During his campaign, Trump described the WTO as a “disaster” and promised a more aggressive approach to open up foreign markets to US companies, including threatening to unilaterally imposing tariffs.

The US also refused at a G20 meeting in March to renew a long-standing anti-protectionist pledge, to the dismay of the group of top developed and developing nations.

At the meeting in Berlin, the leaders of the international organisations and Merkel also stressed the role of the WTO in creating “new growth, employment and development opportunities”.

In addition, they underlined their commitment to combating climate change — another key issue that was dropped at the G20 meeting because of US opposition.—AFP

‘Workers incomes shrinking’

Anwar Iqbal adds from Washing­ton: Salaries of workers are shrinking across the globe as the advance in technology reduces the jobs available to them, says a study the International Monetary Fund released on Monday.

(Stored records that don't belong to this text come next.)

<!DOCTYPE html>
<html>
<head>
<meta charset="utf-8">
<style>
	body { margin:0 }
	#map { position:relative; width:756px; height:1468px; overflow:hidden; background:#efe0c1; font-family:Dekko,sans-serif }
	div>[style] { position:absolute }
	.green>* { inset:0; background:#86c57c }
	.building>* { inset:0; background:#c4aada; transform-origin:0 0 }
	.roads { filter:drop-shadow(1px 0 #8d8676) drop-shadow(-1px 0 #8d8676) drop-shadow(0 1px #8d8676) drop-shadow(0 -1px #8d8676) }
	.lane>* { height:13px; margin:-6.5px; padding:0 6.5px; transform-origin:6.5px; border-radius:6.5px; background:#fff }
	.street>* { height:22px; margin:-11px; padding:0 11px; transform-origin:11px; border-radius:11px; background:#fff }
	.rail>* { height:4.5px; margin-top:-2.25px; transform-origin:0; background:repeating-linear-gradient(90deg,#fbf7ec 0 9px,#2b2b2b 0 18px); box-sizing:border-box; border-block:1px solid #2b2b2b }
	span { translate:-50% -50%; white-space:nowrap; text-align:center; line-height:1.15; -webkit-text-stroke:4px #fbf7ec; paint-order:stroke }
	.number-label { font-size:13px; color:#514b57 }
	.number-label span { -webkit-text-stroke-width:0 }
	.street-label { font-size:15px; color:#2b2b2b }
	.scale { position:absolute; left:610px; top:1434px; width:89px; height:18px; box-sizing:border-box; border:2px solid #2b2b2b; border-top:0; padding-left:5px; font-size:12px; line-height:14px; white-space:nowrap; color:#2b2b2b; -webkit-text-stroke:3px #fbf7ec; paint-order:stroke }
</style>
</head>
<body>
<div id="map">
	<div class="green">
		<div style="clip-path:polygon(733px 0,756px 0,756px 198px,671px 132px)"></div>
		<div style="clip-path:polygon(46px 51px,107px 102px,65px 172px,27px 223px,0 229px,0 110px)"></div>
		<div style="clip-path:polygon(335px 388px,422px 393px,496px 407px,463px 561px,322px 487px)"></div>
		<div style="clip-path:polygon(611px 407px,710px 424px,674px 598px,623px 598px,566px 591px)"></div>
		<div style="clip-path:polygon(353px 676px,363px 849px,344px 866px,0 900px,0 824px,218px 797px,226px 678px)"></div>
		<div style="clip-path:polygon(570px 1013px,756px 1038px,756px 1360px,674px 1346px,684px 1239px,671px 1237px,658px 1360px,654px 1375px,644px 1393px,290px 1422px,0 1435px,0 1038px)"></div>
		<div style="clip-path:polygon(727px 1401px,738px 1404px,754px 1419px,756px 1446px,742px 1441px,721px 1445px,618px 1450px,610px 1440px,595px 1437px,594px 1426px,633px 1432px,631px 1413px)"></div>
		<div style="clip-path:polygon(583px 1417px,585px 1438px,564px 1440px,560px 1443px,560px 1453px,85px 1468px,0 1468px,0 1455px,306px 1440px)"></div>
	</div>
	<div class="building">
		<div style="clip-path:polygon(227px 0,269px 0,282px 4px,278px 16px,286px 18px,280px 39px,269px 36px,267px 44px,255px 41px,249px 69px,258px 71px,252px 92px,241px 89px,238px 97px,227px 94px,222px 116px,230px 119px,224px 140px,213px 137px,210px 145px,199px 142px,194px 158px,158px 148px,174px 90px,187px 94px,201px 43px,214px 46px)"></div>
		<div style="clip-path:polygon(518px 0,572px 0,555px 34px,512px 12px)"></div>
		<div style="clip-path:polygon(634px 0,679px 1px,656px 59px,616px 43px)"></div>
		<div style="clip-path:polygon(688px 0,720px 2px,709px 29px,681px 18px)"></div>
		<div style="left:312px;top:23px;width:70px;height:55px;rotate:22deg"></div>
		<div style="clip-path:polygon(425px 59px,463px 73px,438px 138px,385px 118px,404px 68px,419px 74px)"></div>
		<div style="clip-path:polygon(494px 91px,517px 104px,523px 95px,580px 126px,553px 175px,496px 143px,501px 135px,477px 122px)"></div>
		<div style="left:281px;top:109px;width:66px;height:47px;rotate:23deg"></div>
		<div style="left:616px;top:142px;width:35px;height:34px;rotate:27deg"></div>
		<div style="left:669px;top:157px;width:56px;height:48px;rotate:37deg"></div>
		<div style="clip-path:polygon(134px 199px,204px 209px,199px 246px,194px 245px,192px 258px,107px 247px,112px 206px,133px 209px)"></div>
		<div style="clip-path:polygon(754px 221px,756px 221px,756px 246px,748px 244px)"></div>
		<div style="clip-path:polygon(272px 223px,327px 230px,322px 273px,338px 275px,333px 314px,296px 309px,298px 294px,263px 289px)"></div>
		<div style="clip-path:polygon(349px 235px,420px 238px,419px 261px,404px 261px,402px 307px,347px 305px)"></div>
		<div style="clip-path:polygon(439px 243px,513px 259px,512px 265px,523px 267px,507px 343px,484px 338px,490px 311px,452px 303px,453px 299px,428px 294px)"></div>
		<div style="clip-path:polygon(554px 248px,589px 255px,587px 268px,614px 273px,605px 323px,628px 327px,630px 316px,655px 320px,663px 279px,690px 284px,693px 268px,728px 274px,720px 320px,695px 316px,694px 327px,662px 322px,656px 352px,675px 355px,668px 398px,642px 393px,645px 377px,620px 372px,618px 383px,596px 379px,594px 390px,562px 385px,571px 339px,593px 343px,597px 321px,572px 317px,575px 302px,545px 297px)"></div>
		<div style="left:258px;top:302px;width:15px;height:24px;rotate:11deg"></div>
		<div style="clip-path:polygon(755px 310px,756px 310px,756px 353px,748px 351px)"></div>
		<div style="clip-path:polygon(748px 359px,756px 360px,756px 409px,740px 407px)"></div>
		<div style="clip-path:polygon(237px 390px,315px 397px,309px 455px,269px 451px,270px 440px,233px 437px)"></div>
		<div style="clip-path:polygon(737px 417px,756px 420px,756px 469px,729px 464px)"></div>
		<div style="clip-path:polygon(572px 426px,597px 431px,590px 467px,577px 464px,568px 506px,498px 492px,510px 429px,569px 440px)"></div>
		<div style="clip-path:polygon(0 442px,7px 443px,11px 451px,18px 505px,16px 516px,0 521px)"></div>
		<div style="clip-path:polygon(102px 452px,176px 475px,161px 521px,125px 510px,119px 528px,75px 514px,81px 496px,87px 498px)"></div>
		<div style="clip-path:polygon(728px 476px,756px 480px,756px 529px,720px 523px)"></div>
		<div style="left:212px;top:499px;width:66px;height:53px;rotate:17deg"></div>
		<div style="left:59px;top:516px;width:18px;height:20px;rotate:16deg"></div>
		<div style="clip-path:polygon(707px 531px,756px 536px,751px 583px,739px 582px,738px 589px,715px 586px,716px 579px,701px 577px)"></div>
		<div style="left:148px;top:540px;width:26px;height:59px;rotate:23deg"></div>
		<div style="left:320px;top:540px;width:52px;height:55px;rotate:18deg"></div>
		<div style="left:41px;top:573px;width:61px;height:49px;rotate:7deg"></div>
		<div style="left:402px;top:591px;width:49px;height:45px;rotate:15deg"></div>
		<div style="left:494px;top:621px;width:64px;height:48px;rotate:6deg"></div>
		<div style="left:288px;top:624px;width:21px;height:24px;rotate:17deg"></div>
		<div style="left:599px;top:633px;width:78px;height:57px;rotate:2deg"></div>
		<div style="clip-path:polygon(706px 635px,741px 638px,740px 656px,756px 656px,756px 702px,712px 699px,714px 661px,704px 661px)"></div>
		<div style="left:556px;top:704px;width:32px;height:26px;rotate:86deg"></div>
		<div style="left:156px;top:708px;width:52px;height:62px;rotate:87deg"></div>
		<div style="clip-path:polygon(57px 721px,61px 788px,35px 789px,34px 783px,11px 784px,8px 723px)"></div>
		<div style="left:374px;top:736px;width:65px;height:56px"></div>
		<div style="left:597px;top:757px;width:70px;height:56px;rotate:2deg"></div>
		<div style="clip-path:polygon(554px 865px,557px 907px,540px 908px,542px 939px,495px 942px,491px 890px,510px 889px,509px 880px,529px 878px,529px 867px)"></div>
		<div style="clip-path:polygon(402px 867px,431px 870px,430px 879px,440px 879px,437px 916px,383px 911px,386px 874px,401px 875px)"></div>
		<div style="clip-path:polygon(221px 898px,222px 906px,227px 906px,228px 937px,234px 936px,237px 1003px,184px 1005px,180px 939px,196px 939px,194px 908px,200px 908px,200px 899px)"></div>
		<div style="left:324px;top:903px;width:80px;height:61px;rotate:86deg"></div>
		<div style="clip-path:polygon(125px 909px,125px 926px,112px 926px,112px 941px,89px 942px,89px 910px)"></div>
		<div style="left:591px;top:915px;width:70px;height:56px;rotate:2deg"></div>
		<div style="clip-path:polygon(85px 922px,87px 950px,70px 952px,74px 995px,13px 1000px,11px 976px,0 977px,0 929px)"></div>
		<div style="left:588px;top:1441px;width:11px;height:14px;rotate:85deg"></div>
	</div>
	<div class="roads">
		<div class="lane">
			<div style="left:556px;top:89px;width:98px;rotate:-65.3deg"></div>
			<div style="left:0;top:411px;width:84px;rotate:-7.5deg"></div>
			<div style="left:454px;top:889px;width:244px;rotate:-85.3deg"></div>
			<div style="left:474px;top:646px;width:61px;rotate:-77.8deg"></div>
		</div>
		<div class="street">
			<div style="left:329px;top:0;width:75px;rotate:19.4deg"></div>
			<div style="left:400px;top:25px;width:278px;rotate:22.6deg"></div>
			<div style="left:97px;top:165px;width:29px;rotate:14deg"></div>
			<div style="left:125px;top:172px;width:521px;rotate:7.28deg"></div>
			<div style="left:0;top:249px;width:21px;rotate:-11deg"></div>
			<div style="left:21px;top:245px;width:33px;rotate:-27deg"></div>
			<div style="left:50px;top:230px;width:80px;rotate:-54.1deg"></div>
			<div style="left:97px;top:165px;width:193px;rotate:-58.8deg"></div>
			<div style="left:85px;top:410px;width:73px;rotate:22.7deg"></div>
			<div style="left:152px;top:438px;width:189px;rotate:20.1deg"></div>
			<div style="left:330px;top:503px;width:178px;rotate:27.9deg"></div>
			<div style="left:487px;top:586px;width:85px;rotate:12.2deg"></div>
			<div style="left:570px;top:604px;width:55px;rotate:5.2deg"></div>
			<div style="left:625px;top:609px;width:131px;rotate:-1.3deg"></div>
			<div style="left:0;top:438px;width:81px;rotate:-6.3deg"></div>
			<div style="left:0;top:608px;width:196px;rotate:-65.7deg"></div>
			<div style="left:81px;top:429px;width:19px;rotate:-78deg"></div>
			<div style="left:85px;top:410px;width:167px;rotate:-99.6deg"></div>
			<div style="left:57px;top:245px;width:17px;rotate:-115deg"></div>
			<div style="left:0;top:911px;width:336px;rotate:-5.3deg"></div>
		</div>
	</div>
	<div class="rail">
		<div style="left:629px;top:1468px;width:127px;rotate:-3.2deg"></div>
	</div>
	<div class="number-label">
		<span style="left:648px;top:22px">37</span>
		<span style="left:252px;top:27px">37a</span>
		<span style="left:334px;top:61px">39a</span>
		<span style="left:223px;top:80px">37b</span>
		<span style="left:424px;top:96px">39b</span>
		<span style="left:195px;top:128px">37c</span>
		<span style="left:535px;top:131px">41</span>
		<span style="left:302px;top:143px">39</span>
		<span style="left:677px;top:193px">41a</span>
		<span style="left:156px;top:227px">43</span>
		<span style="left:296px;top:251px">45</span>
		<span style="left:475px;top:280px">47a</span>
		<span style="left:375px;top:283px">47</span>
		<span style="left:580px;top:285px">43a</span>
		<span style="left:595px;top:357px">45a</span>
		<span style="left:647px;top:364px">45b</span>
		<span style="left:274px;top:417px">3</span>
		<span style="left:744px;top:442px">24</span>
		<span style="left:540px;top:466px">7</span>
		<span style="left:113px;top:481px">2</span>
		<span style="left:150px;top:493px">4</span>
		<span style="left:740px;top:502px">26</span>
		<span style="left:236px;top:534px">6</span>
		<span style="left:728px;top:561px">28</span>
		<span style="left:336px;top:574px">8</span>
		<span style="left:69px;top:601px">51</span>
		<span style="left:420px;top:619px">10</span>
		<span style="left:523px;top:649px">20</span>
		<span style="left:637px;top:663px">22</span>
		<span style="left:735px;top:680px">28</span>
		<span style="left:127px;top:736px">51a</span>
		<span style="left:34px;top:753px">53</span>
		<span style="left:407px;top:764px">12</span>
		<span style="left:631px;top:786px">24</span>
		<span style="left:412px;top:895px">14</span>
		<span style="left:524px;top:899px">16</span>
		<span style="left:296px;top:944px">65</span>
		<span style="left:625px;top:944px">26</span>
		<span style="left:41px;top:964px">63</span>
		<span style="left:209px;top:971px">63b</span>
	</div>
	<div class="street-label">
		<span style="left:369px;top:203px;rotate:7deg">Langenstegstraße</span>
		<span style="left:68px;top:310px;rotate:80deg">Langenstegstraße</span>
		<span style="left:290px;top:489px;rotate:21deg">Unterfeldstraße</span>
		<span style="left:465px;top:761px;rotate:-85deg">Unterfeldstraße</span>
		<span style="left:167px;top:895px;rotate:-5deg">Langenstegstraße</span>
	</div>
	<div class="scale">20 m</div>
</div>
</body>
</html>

The IMF World Economic Outlook for 2017 also projects that raise in US interest rates and a rising protectionist rhetoric in advanced economies would slow the growth of emerging economies this year.

“The labour share of income — the share of national income paid in wages, including benefits, to workers — has been on a downward trend in many countries,” the study reports.

The decline in labour’s share of national income was also reported in 29 of the world’s 50 largest economies between 1991 and 2014.

The IMF report identifies technology as “the largest contributor to the change in labour shares in the large majority of countries.”

A blog accompanying the report points out that this growing income inequality is also hurting the workers by concentrating capital in the hands of a few.

The report shows that in advanced economies, labour income shares began trending down in the 1980s and reached their lowest level of the past half century just prior to the global financial crisis of 2008-09. The shares have not recovered materially since.

In more than half of emerging market and developing economies, labour shares have also declined since the early 1990s. The larger economies within this group are the worst affected.

In some economies, declining labour shares result from the failure of product wage growth to keep up with weak productivity growth.

The decline in the labour share is related to income inequality because within the workforce, lower-skilled workers have borne the brunt of the fall in labour shares, the report adds.